Extracted entries.
"""

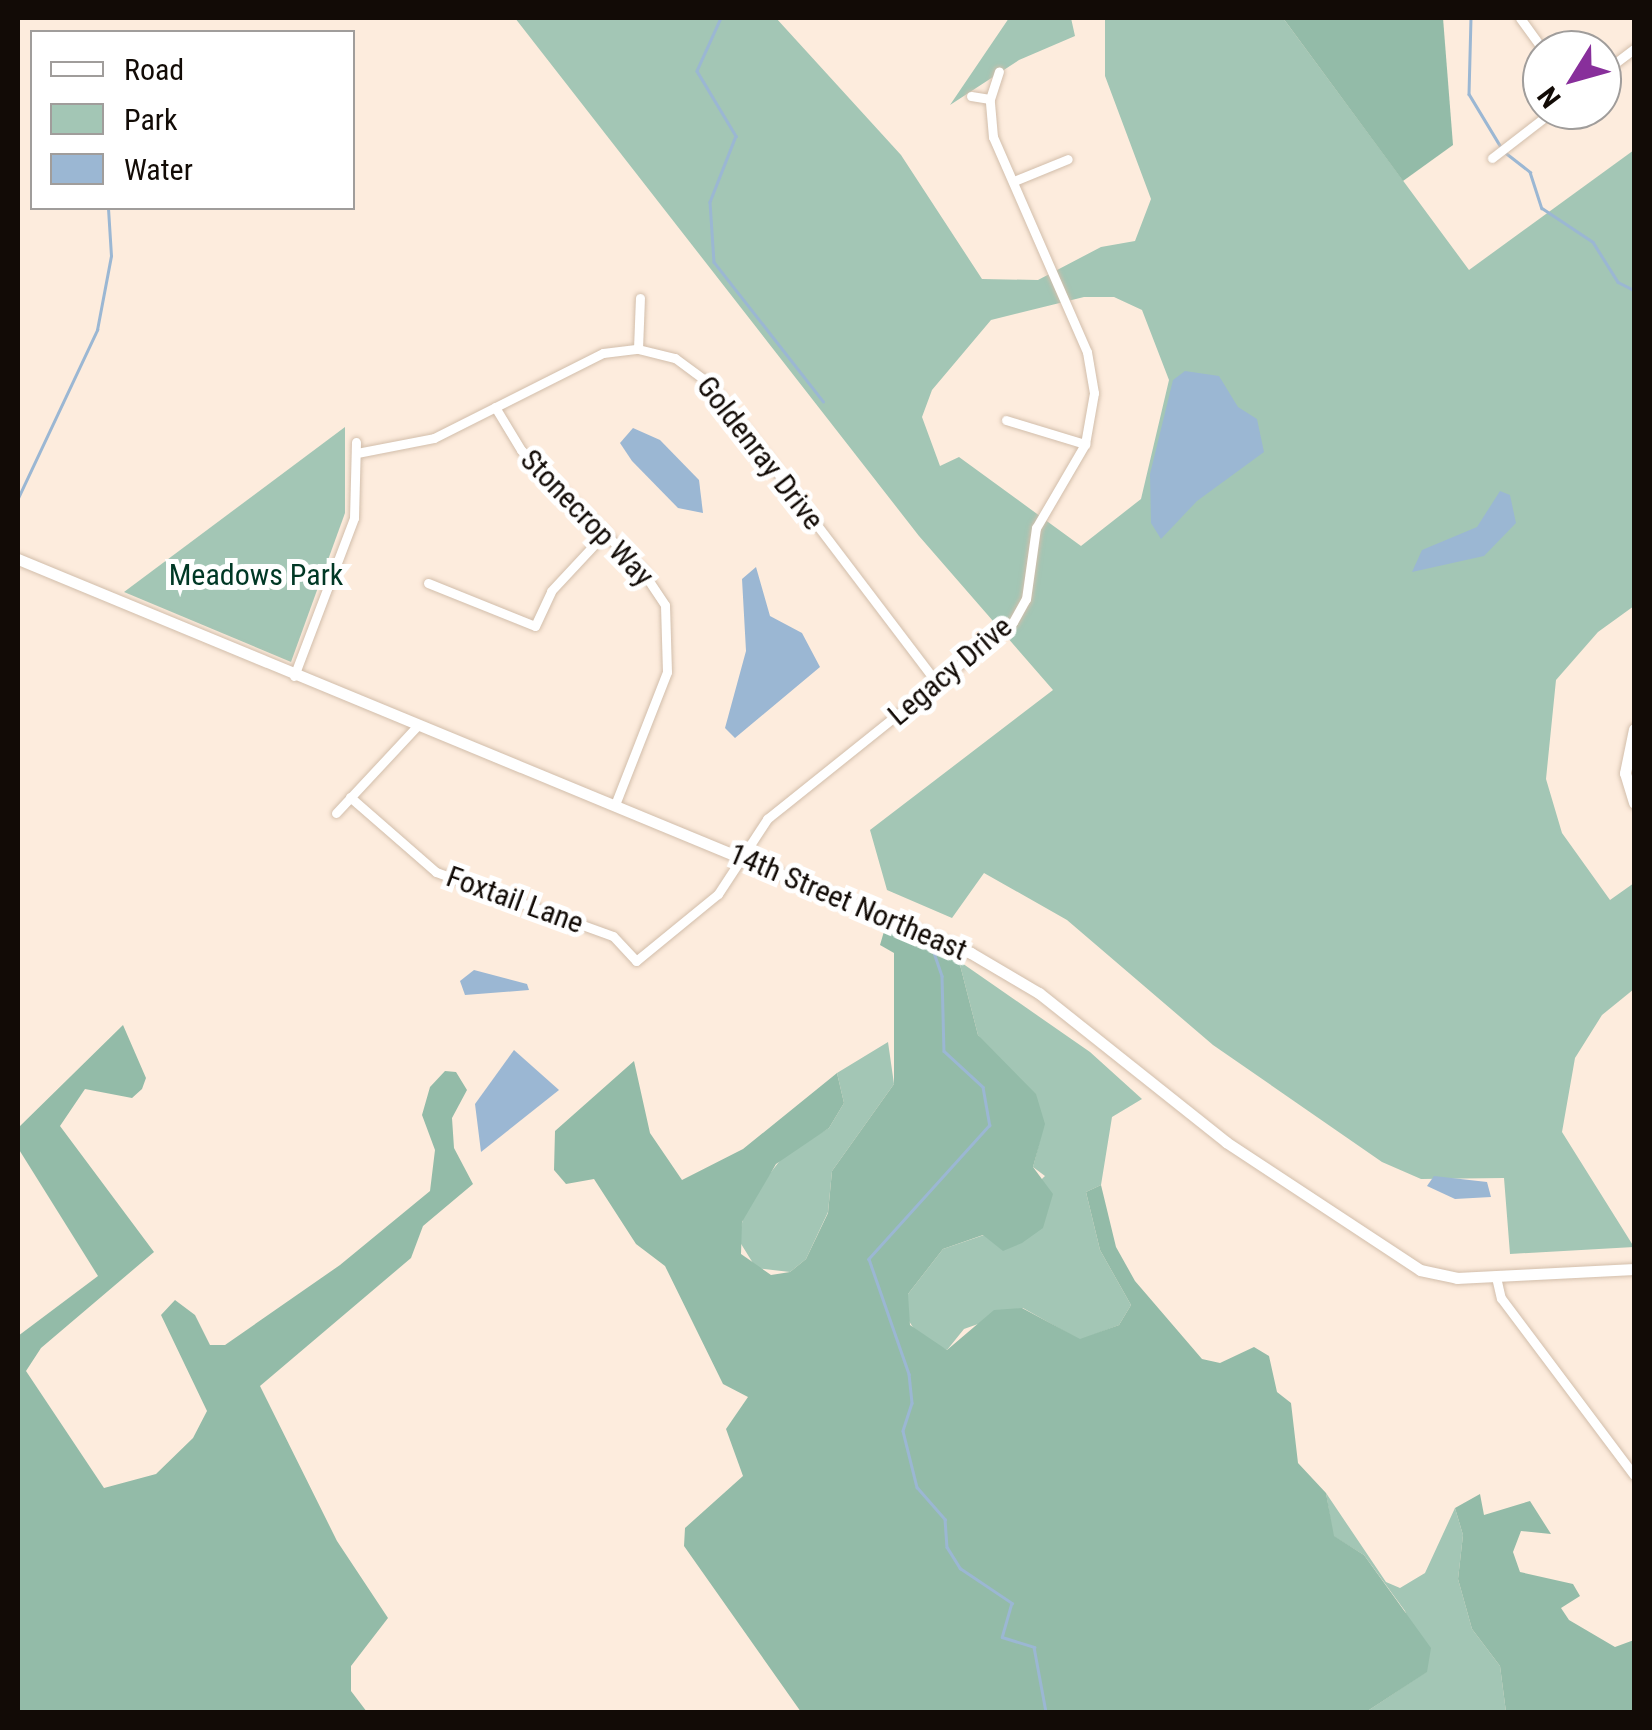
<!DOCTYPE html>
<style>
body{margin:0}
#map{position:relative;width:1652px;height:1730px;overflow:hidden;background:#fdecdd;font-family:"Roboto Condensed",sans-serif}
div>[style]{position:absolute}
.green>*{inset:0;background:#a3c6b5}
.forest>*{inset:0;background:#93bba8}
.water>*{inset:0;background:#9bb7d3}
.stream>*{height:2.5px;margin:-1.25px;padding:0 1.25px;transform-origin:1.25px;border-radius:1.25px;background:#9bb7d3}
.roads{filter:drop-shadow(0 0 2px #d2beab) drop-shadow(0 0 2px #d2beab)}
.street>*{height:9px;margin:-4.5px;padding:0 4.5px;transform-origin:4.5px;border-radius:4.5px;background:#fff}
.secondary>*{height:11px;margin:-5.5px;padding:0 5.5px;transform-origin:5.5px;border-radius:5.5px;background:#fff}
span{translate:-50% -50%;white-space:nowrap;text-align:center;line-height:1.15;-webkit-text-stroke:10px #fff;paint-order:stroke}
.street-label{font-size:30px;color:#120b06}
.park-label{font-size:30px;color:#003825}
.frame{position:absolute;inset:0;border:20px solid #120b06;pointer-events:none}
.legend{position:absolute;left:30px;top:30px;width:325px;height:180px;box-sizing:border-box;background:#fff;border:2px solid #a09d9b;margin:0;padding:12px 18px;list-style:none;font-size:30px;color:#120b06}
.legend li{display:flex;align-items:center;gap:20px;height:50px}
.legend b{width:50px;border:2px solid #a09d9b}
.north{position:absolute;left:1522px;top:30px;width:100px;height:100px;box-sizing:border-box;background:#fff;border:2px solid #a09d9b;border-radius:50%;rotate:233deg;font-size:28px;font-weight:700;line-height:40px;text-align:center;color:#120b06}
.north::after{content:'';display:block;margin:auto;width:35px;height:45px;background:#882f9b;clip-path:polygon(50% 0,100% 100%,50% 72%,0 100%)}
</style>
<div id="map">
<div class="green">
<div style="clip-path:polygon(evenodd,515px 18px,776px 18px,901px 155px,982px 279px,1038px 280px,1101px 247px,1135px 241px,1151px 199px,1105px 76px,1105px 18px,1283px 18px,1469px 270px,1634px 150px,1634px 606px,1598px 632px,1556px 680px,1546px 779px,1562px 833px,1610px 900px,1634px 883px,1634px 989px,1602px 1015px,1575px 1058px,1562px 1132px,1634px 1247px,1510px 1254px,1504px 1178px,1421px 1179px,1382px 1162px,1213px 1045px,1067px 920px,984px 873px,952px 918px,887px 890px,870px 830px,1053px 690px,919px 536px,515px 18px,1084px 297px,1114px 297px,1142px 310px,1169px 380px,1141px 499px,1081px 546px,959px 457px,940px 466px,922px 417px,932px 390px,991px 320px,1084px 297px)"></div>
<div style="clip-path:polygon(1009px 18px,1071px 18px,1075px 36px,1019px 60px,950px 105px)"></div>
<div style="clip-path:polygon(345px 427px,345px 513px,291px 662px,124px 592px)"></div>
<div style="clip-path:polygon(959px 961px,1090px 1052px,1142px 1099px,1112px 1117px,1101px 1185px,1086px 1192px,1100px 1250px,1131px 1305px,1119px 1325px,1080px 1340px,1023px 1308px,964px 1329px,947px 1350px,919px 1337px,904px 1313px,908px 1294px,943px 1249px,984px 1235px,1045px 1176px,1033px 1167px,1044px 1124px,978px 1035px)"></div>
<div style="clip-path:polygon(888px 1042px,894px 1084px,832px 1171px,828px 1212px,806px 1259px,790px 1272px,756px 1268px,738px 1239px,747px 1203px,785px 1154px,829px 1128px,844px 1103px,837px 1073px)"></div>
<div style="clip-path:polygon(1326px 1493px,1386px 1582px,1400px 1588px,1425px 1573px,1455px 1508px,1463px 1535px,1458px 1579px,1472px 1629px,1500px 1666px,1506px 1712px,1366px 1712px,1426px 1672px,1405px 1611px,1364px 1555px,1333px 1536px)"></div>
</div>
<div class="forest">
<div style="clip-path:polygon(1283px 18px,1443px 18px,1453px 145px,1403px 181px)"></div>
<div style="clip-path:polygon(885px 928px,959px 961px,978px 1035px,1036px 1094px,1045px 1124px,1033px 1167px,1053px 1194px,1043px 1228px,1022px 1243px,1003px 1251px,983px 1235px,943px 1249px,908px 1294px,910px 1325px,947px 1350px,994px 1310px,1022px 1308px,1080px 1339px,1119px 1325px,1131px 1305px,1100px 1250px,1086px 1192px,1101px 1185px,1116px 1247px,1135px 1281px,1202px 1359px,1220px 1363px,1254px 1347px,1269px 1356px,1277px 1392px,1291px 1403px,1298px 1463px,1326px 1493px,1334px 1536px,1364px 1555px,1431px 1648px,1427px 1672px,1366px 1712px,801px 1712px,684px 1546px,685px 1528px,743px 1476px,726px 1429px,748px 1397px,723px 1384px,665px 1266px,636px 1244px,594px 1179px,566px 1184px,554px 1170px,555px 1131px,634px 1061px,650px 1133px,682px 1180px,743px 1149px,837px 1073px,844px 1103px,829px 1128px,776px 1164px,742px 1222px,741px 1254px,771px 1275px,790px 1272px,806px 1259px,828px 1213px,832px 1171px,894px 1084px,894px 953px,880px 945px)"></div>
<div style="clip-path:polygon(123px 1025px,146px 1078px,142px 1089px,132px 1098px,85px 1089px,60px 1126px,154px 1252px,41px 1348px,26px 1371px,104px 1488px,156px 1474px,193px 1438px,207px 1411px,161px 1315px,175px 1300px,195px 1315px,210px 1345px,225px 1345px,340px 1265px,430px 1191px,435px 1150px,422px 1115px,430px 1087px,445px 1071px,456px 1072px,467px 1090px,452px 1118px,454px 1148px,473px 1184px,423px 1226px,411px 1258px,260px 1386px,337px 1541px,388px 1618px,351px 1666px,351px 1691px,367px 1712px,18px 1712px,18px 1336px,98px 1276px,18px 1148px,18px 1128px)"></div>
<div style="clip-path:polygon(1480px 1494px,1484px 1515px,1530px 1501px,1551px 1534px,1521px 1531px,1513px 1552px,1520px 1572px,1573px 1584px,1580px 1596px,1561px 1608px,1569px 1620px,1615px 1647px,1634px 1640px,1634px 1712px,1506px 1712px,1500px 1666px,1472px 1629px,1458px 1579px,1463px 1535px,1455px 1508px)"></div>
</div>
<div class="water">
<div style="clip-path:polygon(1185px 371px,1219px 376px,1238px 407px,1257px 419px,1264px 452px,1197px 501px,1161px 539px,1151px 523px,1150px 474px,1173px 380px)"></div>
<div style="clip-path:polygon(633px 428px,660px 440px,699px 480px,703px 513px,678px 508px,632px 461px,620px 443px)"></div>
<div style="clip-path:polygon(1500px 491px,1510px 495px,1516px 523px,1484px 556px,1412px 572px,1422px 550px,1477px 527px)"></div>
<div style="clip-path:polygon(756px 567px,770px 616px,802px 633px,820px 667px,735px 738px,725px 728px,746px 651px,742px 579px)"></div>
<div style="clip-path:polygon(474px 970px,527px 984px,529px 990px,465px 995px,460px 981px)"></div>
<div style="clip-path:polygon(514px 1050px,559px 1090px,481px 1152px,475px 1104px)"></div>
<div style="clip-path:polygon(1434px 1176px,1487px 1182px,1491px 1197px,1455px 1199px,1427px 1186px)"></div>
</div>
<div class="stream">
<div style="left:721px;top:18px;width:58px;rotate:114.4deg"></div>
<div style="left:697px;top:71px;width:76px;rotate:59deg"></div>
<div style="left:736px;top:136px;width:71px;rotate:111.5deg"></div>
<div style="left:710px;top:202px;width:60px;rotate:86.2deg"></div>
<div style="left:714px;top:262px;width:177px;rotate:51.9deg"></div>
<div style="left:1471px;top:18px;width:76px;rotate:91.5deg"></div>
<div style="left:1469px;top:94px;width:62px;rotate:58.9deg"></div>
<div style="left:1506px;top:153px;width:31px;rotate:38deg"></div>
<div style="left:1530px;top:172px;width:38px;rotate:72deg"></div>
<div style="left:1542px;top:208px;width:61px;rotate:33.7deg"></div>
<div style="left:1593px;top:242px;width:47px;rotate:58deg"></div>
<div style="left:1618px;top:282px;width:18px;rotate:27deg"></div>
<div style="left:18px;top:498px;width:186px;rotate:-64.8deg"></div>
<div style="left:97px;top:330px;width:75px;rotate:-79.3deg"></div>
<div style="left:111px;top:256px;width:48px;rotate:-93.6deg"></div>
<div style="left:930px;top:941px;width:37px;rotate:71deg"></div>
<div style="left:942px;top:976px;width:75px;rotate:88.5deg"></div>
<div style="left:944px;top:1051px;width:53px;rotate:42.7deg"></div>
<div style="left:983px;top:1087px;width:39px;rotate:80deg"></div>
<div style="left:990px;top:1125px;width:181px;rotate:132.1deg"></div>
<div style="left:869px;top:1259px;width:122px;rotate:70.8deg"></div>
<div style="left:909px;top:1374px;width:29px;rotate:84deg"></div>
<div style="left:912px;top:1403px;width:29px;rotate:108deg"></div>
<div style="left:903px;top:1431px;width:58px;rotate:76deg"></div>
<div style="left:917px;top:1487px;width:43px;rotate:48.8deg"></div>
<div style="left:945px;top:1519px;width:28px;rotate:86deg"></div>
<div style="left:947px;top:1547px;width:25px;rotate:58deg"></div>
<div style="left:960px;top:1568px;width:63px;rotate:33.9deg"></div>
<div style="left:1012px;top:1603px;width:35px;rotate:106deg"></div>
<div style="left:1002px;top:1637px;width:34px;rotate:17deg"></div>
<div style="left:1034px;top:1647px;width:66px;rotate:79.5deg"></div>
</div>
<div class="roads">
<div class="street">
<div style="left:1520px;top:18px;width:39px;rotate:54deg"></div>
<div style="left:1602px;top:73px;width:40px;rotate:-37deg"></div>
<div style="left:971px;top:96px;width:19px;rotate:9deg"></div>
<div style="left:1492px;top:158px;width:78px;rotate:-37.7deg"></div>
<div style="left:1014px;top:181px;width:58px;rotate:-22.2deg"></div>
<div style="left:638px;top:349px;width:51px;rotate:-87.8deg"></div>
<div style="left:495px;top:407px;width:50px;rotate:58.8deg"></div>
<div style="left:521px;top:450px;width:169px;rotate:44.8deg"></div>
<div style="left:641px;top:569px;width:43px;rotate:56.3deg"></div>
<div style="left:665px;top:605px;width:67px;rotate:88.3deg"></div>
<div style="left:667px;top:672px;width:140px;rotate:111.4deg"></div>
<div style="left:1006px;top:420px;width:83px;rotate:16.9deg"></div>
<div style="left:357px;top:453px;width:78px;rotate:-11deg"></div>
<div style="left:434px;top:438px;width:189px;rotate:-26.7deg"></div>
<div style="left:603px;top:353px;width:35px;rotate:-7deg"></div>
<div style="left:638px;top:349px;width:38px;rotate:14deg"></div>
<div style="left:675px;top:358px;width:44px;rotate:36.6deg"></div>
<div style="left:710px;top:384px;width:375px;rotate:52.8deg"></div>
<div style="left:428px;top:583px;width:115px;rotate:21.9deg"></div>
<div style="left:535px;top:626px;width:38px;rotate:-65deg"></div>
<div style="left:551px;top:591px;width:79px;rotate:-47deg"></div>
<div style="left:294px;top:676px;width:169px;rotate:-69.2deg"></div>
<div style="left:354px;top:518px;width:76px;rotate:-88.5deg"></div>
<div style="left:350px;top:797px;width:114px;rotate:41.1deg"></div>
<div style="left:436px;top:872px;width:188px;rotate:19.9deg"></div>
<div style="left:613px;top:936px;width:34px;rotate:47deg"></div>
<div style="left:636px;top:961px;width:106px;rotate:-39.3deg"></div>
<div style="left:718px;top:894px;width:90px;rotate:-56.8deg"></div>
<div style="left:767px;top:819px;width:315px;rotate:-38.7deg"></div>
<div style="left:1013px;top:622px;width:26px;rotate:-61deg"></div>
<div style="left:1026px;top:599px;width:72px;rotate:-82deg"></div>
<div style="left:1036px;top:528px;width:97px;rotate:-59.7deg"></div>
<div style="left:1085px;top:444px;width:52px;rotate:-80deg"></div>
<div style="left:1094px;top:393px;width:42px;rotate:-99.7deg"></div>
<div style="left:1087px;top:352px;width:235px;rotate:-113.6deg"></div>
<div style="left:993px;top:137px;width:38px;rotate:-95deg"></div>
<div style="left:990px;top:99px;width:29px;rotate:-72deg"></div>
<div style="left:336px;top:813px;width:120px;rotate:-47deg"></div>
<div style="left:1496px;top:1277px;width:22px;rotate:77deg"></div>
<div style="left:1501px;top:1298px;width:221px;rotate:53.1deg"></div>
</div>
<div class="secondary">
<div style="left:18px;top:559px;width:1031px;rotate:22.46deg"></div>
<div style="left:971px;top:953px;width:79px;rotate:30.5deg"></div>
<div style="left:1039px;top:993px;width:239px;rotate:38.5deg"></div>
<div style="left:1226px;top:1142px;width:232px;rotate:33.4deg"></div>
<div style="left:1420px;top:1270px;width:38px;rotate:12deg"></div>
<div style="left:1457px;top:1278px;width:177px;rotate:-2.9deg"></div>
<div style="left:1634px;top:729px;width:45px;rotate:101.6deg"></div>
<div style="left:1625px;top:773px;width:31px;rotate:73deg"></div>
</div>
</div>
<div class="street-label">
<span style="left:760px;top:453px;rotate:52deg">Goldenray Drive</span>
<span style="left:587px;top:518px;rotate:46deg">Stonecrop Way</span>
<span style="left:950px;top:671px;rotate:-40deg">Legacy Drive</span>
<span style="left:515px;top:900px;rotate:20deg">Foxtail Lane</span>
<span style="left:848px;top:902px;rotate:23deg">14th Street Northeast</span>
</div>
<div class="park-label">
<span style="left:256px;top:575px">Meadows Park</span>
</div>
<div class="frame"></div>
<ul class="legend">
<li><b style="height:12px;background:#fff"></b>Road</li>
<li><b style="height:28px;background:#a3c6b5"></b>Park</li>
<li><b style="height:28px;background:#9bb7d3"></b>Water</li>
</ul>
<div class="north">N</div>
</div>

"""

Aim of the exercise. Filter the entries down to the lines that hold "stream". Copy those lines.

Solution.
.stream>*{height:2.5px;margin:-1.25px;padding:0 1.25px;transform-origin:1.25px;border-radius:1.25px;background:#9bb7d3}
<div class="stream">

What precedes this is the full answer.